Das ergibt Denkfallen, in die nur der nicht tappt, der schon vorin­formiert ist. So sagt etwa die Stellung eines biblischen Textes in den heutigen Buchausgaben oft nichts über sein Alter aus, nicht im Tanach und noch weniger im Alten Testament. Das Buch Ijob (Hiob) findet man ungefähr in der Mitte der christlichen Ausgaben. Wer sich nicht mit der Entstehungs­geschichte der hebräischen Bibel beschäftigt hat, kann nicht wissen, daß Ijob eines der jüngsten Bücher ist. Hier ist die jüdische Gottesvorstellung fast schon ganz ausdefiniert – ganz im Gegensatz zu den Schriften etwa des Propheten Jeremia, der noch nichts davon wußte, daß Jahwe der einzige Gott sei. Jeremia aber ist im Alten Testament viel später, viele Seiten nach Ijob zu finden…

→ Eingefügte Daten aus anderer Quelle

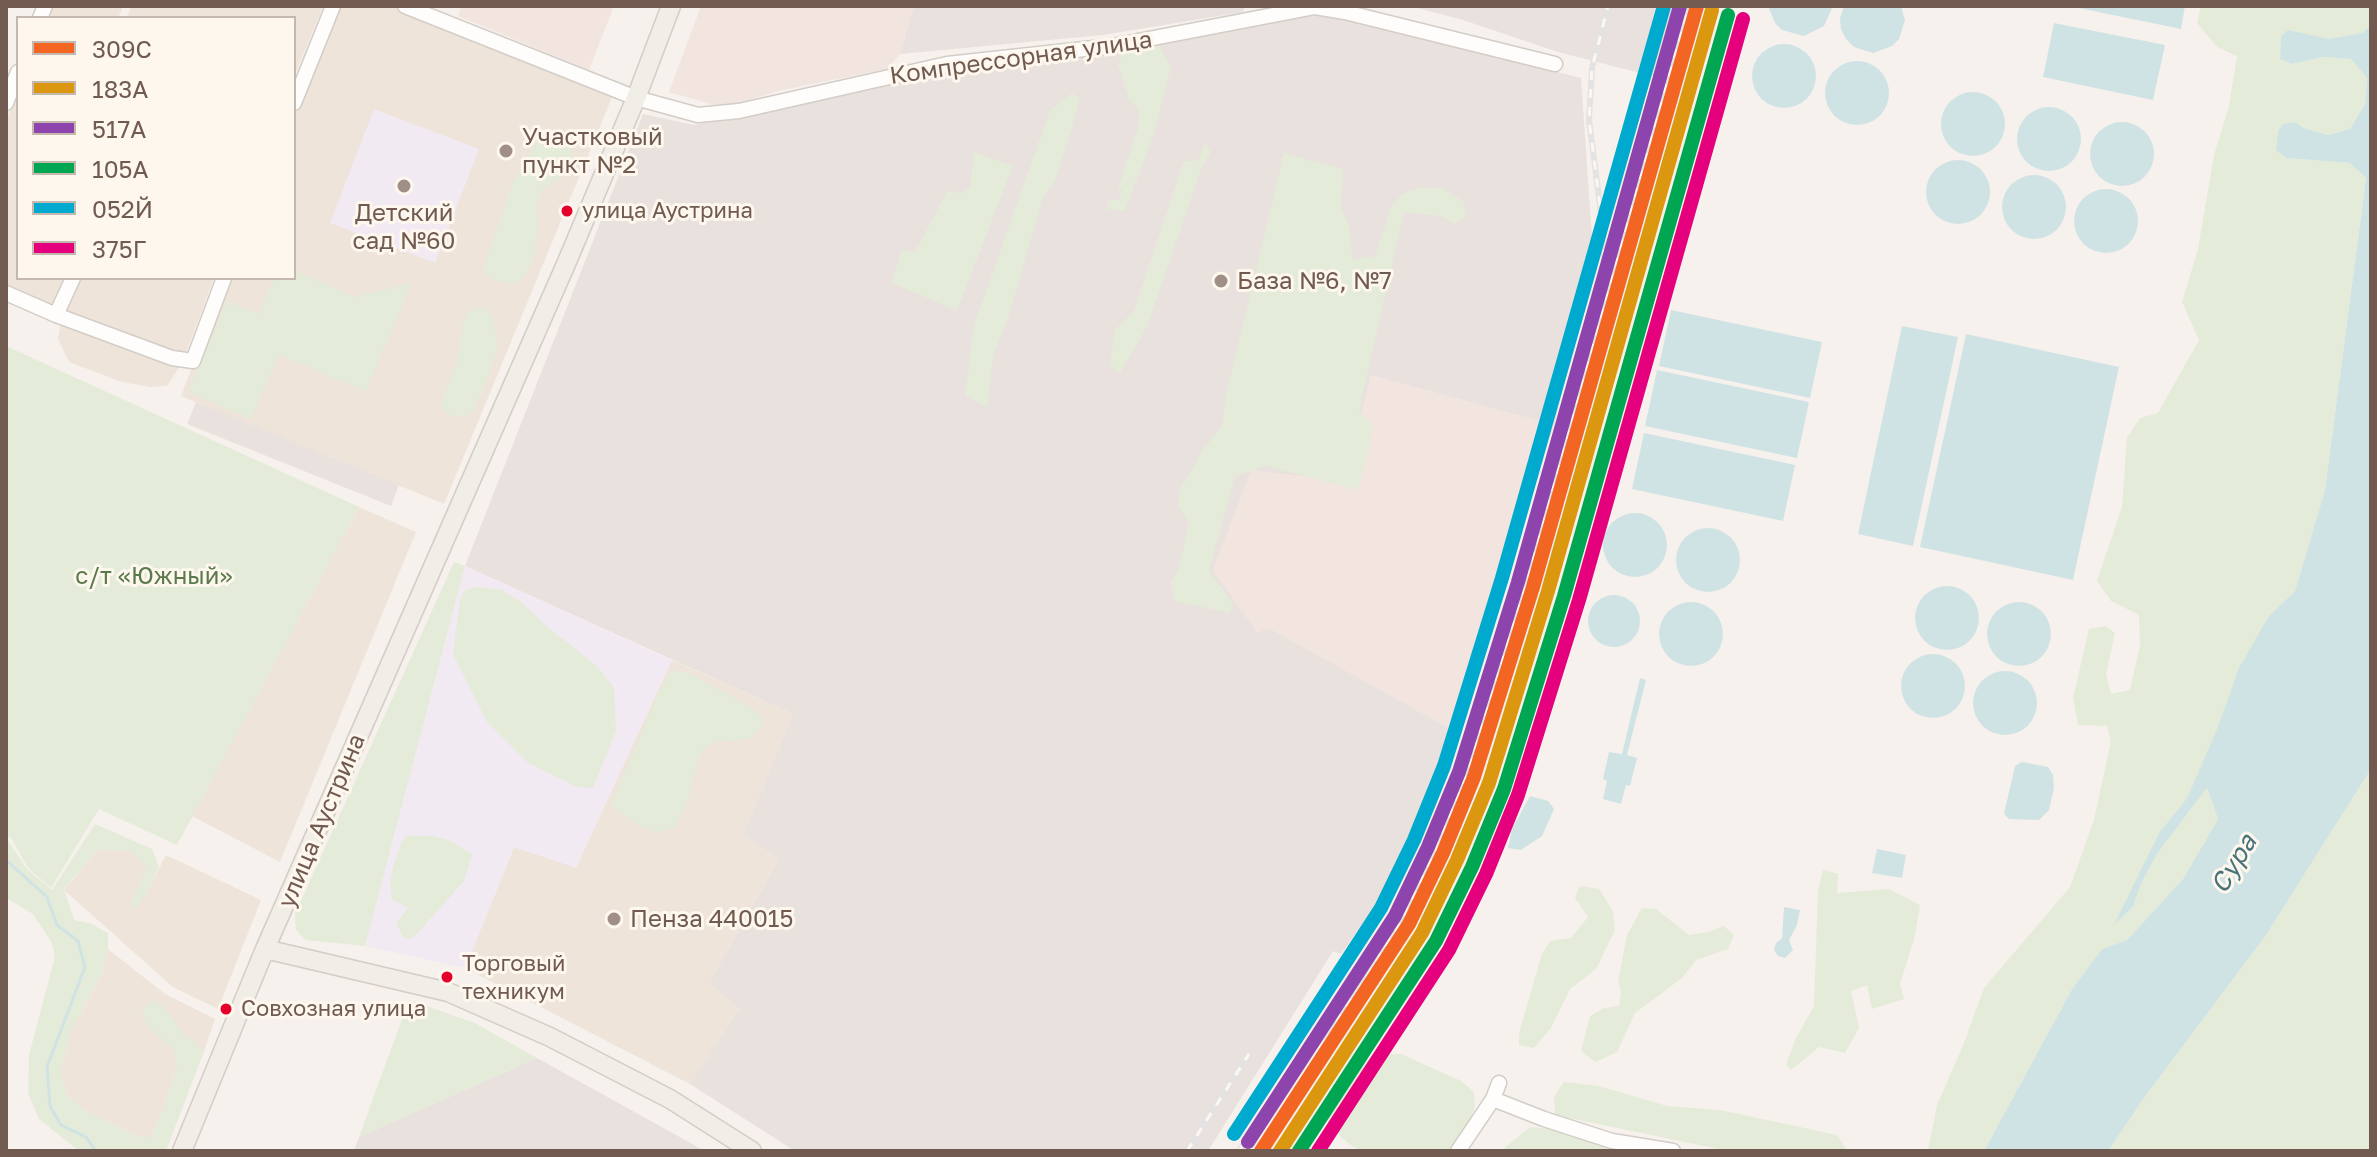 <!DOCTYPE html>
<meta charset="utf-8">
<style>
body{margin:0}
#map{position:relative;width:2377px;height:1157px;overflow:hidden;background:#f6f1ec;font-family:"Golos Text",sans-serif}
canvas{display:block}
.frame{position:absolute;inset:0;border:8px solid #715a4f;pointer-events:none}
.legend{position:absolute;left:16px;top:16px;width:280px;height:264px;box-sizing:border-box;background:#fdf7ee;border:2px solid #c5b8ae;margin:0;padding:10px 14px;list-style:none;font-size:24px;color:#715a4f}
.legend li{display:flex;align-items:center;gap:16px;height:40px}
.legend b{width:40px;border:2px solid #c5b8ae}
</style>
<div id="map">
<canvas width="2377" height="1157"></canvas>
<div class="frame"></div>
<ul class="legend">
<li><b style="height:10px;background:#f26522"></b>309С</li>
<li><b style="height:10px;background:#dc9710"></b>183А</li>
<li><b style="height:10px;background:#8e44ad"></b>517А</li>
<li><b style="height:10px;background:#00a651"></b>105А</li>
<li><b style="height:10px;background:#00a9ce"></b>052Й</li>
<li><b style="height:10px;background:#e5007d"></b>375Г</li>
</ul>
</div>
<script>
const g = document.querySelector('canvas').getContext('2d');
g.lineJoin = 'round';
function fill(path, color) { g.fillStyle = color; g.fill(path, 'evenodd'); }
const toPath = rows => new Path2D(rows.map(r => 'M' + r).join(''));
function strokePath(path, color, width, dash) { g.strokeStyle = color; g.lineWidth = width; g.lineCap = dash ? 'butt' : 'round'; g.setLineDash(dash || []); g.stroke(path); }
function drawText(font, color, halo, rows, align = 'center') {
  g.font = font + ' "Golos Text",sans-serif'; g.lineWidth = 6; g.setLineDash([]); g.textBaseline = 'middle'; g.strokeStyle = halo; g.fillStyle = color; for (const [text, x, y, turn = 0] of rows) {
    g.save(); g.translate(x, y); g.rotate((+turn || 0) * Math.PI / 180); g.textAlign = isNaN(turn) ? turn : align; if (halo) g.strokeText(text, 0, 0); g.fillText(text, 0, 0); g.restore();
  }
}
fill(toPath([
 [51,6,123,6,118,18,46,18],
 [131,6,323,6,294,77,294,18,127,18],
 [341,6,390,6,613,95,444,504,181,396,227,278,294,278,294,116],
 [18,91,18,278,66,278,53,308,6,287,6,120],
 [78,278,214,278,185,356,62,312],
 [61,321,180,366,167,386,151,387,122,382,69,362,58,339],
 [359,507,416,532,280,862,192,816],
 [672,660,793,714,743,835,779,859,709,983,739,1009,690,1084,465,968,514,847,576,867],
 [97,850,130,851,148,868,131,904,146,894,166,855,261,900,218,1009,173,987,64,890],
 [108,949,165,994,215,1019,203,1054,177,1071,152,1137,139,1137,92,1115,66,1095,60,1070,71,1031,101,975]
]), '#eee4da');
fill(toPath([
 [462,6,614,6,589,70,458,16],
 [701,6,914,6,900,54,887,69,777,91,725,108,669,92],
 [1371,375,1554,425,1456,732,1270,630,1257,632,1213,570,1250,470,1345,480]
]), '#f2e4de');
fill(toPath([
 [914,6,1245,6,1243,12,1103,35,900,54],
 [1410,6,1676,6,1656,77,1558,52,1463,20],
 [1325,12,1581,78,1594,267,1554,425,1371,375,1345,481,1251,470,1213,570,1257,632,1270,629,1456,732,1451,762,1419,833,1392,882,1341,954,1333,951,1208,1151,795,1151,690,1084,739,1009,709,983,779,859,743,835,793,714,465,566,643,114,694,125,959,69],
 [196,402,399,485,391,506,187,424],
 [537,1058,705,1151,354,1151,359,1137]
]), '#e8e1dd');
fill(toPath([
 [374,109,479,149,435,263,330,223],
 [465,566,672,660,576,868,514,847,465,968,365,946]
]), '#f2eaf2');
fill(toPath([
 [2201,6,2371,6,2371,24,2363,33,2329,40,2288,30,2281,37,2280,59,2292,64,2323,57,2352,59,2367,77,2365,104,2350,129,2328,135,2304,128,2295,122,2278,131,2276,150,2286,158,2350,163,2366,177,2325,490,2295,591,2269,616,2187,798,2159,833,2116,923,2133,907,2141,884,2157,854,2207,788,2218,819,2183,879,2127,940,2102,949,2072,989,1984,1151,1928,1151,1937,1105,1964,1043,1984,988,2070,887,2094,820,2111,741,2107,726,2078,725,2073,698,2089,629,2106,626,2115,633,2106,674,2111,694,2130,690,2140,645,2139,615,2111,601,2097,581,2122,507,2127,438,2140,418,2158,413,2199,340,2182,302,2198,249,2214,155,2229,106,2237,56,2217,47,2197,23],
 [1159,45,1171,67,1153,137,1125,211,1107,209,1109,200,1119,200,1122,190,1118,188,1138,128,1139,110,1129,99,1118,64,1124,50],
 [1072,93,1080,99,1072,128,1055,181,1043,198,1008,319,994,353,987,407,965,395,974,325,1050,110],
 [558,132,564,134,570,143,572,156,570,169,562,177,547,185,540,195,536,207,538,224,535,255,526,273,516,284,496,281,485,275,484,265,513,183,533,148,542,139],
 [1205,143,1211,152,1202,167,1147,327,1120,373,1110,365,1114,331,1134,311,1184,161,1198,160],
 [974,152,1013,166,957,311,892,283,901,250,915,252,947,191,961,193,970,188],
 [1284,153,1343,169,1341,209,1349,225,1353,260,1375,256,1391,208,1401,194,1420,188,1442,188,1464,202,1466,217,1455,224,1440,216,1404,212,1359,411,1374,425,1358,490,1265,466,1235,476,1209,571,1233,603,1230,613,1175,601,1171,581,1179,568,1189,523,1178,506,1180,488,1195,466,1201,452,1223,424,1225,399],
 [294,270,355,297,412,283,366,391,279,355,251,419,188,392,227,301,259,314,274,278,294,278],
 [476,308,485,308,493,317,498,347,485,386,473,411,466,416,457,417,446,413,441,403,457,362,463,323,468,313],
 [6,346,359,507,177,845,99,809,51,888,28,868,12,839,6,834],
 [454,562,465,566,365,946,306,940,296,930,295,914],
 [475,587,502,590,521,602,544,624,598,667,614,688,616,731,593,788,577,787,528,763,487,722,453,654,460,600,464,591],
 [672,671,686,672,730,695,760,714,764,724,751,738,713,743,705,749,699,756,687,804,673,829,656,832,642,827,613,808,613,800,659,691],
 [2371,769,2371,1151,2108,1151,2144,1098,2266,935],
 [95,824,152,849,159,867,146,894,134,909,130,904,147,868,130,851,97,850,64,889,74,920,92,924,108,933,108,949,101,975,71,1031,60,1070,66,1095,92,1115,139,1137,152,1137,177,1071,174,1050,147,1026,142,1008,155,1001,166,1009,183,1034,198,1044,203,1054,166,1151,79,1151,39,1119,28,1093,29,1055,55,957,52,943,33,914,6,898,6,838,27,869,52,890],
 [407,836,433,836,449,840,472,854,464,881,413,938,407,939,402,936,397,922,408,908,392,899,390,883,393,867,402,841],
 [1823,870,1838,874,1837,893,1889,889,1920,905,1915,936,1900,984,1904,999,1872,1009,1867,985,1851,991,1859,1028,1845,1053,1819,1047,1791,1070,1786,1064,1796,1038,1814,1006,1818,890],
 [1580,886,1599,889,1613,911,1615,930,1596,969,1570,989,1551,1028,1534,1048,1519,1045,1519,1033,1542,954,1550,941,1571,938,1588,917,1575,898],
 [1642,908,1656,909,1689,935,1708,932,1724,926,1734,935,1728,949,1696,960,1682,978,1635,1013,1617,1052,1595,1062,1581,1051,1590,1016,1604,1008,1619,1006,1621,991,1618,982,1627,935],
 [409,1000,475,1023,537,1058,359,1137],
 [1401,1054,1461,1081,1474,1092,1475,1106,1470,1120,1449,1151,1361,1151,1348,1143,1328,1125,1326,1110,1332,1096,1358,1064,1379,1055],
 [1564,1082,1599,1086,1667,1106,1720,1110,1837,1135,1847,1151,1728,1151,1555,1115,1554,1097],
 [1530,1127,1548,1129,1657,1151,1501,1151]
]), '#e4ebd8');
fill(toPath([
 [1768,6,1833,6,1824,26,1804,36,1782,30,1775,23],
 [1844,6,1901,6,1905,20,1899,39,1892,46,1873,53,1854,47,1846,39,1841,29,1840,18],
 [2069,6,2185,6,2181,29],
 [2054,23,2165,45,2153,100,2043,77],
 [2371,24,2371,769,2266,935,2144,1098,2108,1151,1984,1151,2072,989,2102,949,2127,940,2183,879,2218,819,2207,788,2157,854,2141,884,2133,907,2114,925,2159,833,2187,798,2218,727,2239,668,2269,616,2295,591,2325,490,2366,178,2350,163,2286,158,2276,150,2278,131,2283,124,2295,122,2304,128,2328,135,2350,129,2365,104,2367,78,2351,59,2323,57,2292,64,2280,59,2281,36,2288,30,2329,39,2363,33],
 '1752 76a32 32 0 1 1 64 0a32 32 0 1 1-64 0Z',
 '1825 93a32 32 0 1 1 64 0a32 32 0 1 1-64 0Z',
 '1941 124a32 32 0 1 1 64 0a32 32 0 1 1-64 0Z',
 '2017 139a32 32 0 1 1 64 0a32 32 0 1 1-64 0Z',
 '2090 154a32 32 0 1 1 64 0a32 32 0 1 1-64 0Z',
 '1926 192a32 32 0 1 1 64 0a32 32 0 1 1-64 0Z',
 '2002 207a32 32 0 1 1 64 0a32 32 0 1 1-64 0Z',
 '2074 221a32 32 0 1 1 64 0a32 32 0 1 1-64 0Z',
 [1671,310,1822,342,1810,398,1659,366],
 [1902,326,1958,337,1913,546,1858,534],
 [1966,334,2119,367,2073,580,1920,547],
 [1657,370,1809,402,1797,458,1645,426],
 [1644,433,1795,465,1783,521,1632,489],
 '1603 545a32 32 0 1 1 64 0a32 32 0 1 1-64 0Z',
 '1676 560a32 32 0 1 1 64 0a32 32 0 1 1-64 0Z',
 '1915 618a32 32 0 1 1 64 0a32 32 0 1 1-64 0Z',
 '1588 621a26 26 0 1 1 52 0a26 26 0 1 1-52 0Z',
 '1659 634a32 32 0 1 1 64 0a32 32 0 1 1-64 0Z',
 '1987 634a32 32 0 1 1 64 0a32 32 0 1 1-64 0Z',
 '1901 686a32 32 0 1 1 64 0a32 32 0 1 1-64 0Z',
 '1973 703a32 32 0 1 1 64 0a32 32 0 1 1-64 0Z',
 [1640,678,1646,680,1627,755,1637,758,1630,786,1626,785,1621,804,1603,799,1607,781,1603,779,1609,752,1622,754],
 [2022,762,2048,767,2053,775,2054,788,2049,810,2039,820,2009,819,2004,814,2015,766],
 [1530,796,1548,801,1554,809,1542,836,1521,850,1508,848,1512,829],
 [1877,849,1906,855,1902,878,1872,873],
 [1784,907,1800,910,1797,925,1789,940,1793,950,1785,958,1778,956,1774,950,1776,943,1782,938]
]), '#d0e3e4');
strokePath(toPath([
 [6,860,47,897,57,925,78,941,85,967,47,1067,50,1106,61,1125,86,1137,96,1151]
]), '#d0e3e4', 3);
const minor = toPath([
 [405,6,636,98,698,115,739,111,947,64,1112,46,1315,7,1345,12,1555,64],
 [40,18,45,6],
 [6,103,18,72],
 [294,103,333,6],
 [6,293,56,315,172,358,193,361,224,278],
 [56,315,73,278],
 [1493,1099,1544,1119,1612,1141,1673,1151],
 [1458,1151,1493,1099,1499,1083]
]);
const major = toPath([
 [265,949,448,992,550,1037,670,1099,752,1151],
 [182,1151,265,949,566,264,636,98,671,6]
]);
strokePath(minor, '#d3cdc7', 17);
strokePath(major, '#d4ccc7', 21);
strokePath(minor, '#fefdfc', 14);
strokePath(major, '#f1ede7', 18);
const rail = toPath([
 [1605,277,1603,229,1589,120,1592,68,1608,6],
 [1187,1151,1249,1054],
 [1239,1151,1276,1096,1359,990,1402,920,1436,850,1467,774,1525,584,1688,6]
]);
strokePath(rail, '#e4e3e4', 6);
strokePath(rail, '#fdf7ee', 3, [9]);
strokePath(toPath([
 [1261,1151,1409,924,1443,853,1474,777,1533,587,1697,6]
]), '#f26522', 14);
strokePath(toPath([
 [1280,1151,1422,933,1457,860,1489,783,1548,591,1712,10]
]), '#dc9710', 14);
strokePath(toPath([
 [1248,1142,1395,916,1428,847,1459,772,1518,582,1680,6]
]), '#8e44ad', 14);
strokePath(toPath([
 [1299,1151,1436,941,1472,867,1504,789,1564,596,1728,15]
]), '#00a651', 14);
strokePath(toPath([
 [1234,1134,1381,908,1414,840,1444,766,1502,578,1664,6]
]), '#00a9ce', 14);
strokePath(toPath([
 [1318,1151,1449,950,1486,874,1518,795,1579,600,1743,19]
]), '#e5007d', 14);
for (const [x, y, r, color] of [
 [506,151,8,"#a08f86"],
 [404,186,8,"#a08f86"],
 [567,211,7,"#e4002b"],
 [1221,281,8,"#a08f86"],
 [614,919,8,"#a08f86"],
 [447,977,7,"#e4002b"],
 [226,1009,7,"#e4002b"]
]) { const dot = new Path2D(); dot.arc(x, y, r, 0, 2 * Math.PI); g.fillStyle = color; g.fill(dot); strokePath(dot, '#fdf7ee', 3); }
drawText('22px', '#715a4f', '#fdf7ee', [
 ["улица Аустрина",582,211],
 ["Торговый",462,964],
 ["техникум",462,992],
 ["Совхозная улица",241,1009]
], 'left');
drawText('24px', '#715a4f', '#fdf7ee', [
 ["Компрессорная улица",1021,58,-8],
 ["улица Аустрина",322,821,-67]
]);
drawText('24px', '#715a4f', '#fdf7ee', [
 ["Участковый",522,137],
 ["пункт №2",522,165],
 ["Детский",404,213,"center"],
 ["сад №60",404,241,"center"],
 ["База №6, №7",1237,281],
 ["Пенза 440015",630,919]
], 'left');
drawText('24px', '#5b7a4c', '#fdf7ee', [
 ["с/т «Южный»",154,576]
]);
drawText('italic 26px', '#48737b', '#fdf7ee', [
 ["Сура",2234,864,-59]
]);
</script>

Das alles bedeutet: Wer die hebräische Bibel liest, wie man Bücher eben liest, mit der ersten Seite beginnend und mit der letzten endend, dem können sich die wirklich interessanten Zusammenhänge bei der ersten Lektüre nicht erschließen. Liest man aber parallel, was zeitlich zusammengehört, und inter­essiert man sich schließlich auch dafür, welche Teile wann entstanden sind, dann läßt sich aus dieser hebräischen Bibel vor allem das sehr klar herauslesen, was so viele Christen einfach nicht wissen: Dieser Gott ist nicht unwandelbar, er wächst allmählich, er verändert sich, oft ganz radikal. Er war nicht zu allen Zeiten der gleiche. Das aber bedeutet: Was geworden ist, muß nicht not­wendiger­weise so bleiben, wie es jetzt ist. Das kann sich wieder verändern, kann wieder anders (gemacht) werden. Etwas ist entstanden, war also nicht immer da, es ist nicht ewig, es wird (oder kann jedenfalls) einmal auch wieder vergehen.

5

»Dinge zu bezweifeln,die ganz ohne weitere Untersuchung geglaubt werden,das ist die Hauptsache überall.«Georg Christoph Lichtenberg

Wie lange es diesen Gott nun schon gibt, ist nicht ganz klar. Seine heutigen Anhänger meinen, immer schon. (Und sie berufen sich dabei auf die hebräische Bibel.) Das mag glauben, wer will; ich glaube es nicht. (Und ich berufe mich dabei ebenfalls auf die hebräische Bibel.) Dreitausend, höchstens dreieinhalbtausend Jahre mag er alt sein. Vom zweiten nachchrist­lichen Jahrhundert an hat er Weltkarriere gemacht – und ist dabei paradoxer­weise gleichzeitig in den Hintergrund getreten, in den Schatten gestellt worden. Ganz am Anfang interessierte sich nur ein sehr kleines Volk im Nahen Osten für ihn – und sah viele Jahrhunderte lang in ihm nur einen Gott unter vielen. (Was keine Behauptung von mir ist, sondern genau so in der Bibel zu lesen steht.) Aber diese Menschen definieren ihn nach und nach, und sie definieren sich selbst damit allmählich zu einem ganz besonderen Volk. So spricht denn manches dafür, daß ich mich, ehe ich mich mit diesem Gott beschäftige, mit diesem kleinen Volk befassen sollte, das man später die Juden nennen wird. Die Vor- und Frühgeschichte dieses Volkes lasse sich, so glauben sehr viele, aus der hebräischen Bibel rekonstruieren. So werde ich denn ausführlich zitieren – und zwar aus der sogenannten Einheits­übersetzung, obwohl sie an die sprachliche Schönheit der Luther- oder gar der Buber-Rosenzweig-Übersetzung nicht heranreicht. Aber es wird behauptet, sie sei »richtiger«, was ich freilich nicht überprüfen kann. Konsequenterweise folge ich auch bei der Schreibweise der biblischen Namen der Einheits­übersetzung.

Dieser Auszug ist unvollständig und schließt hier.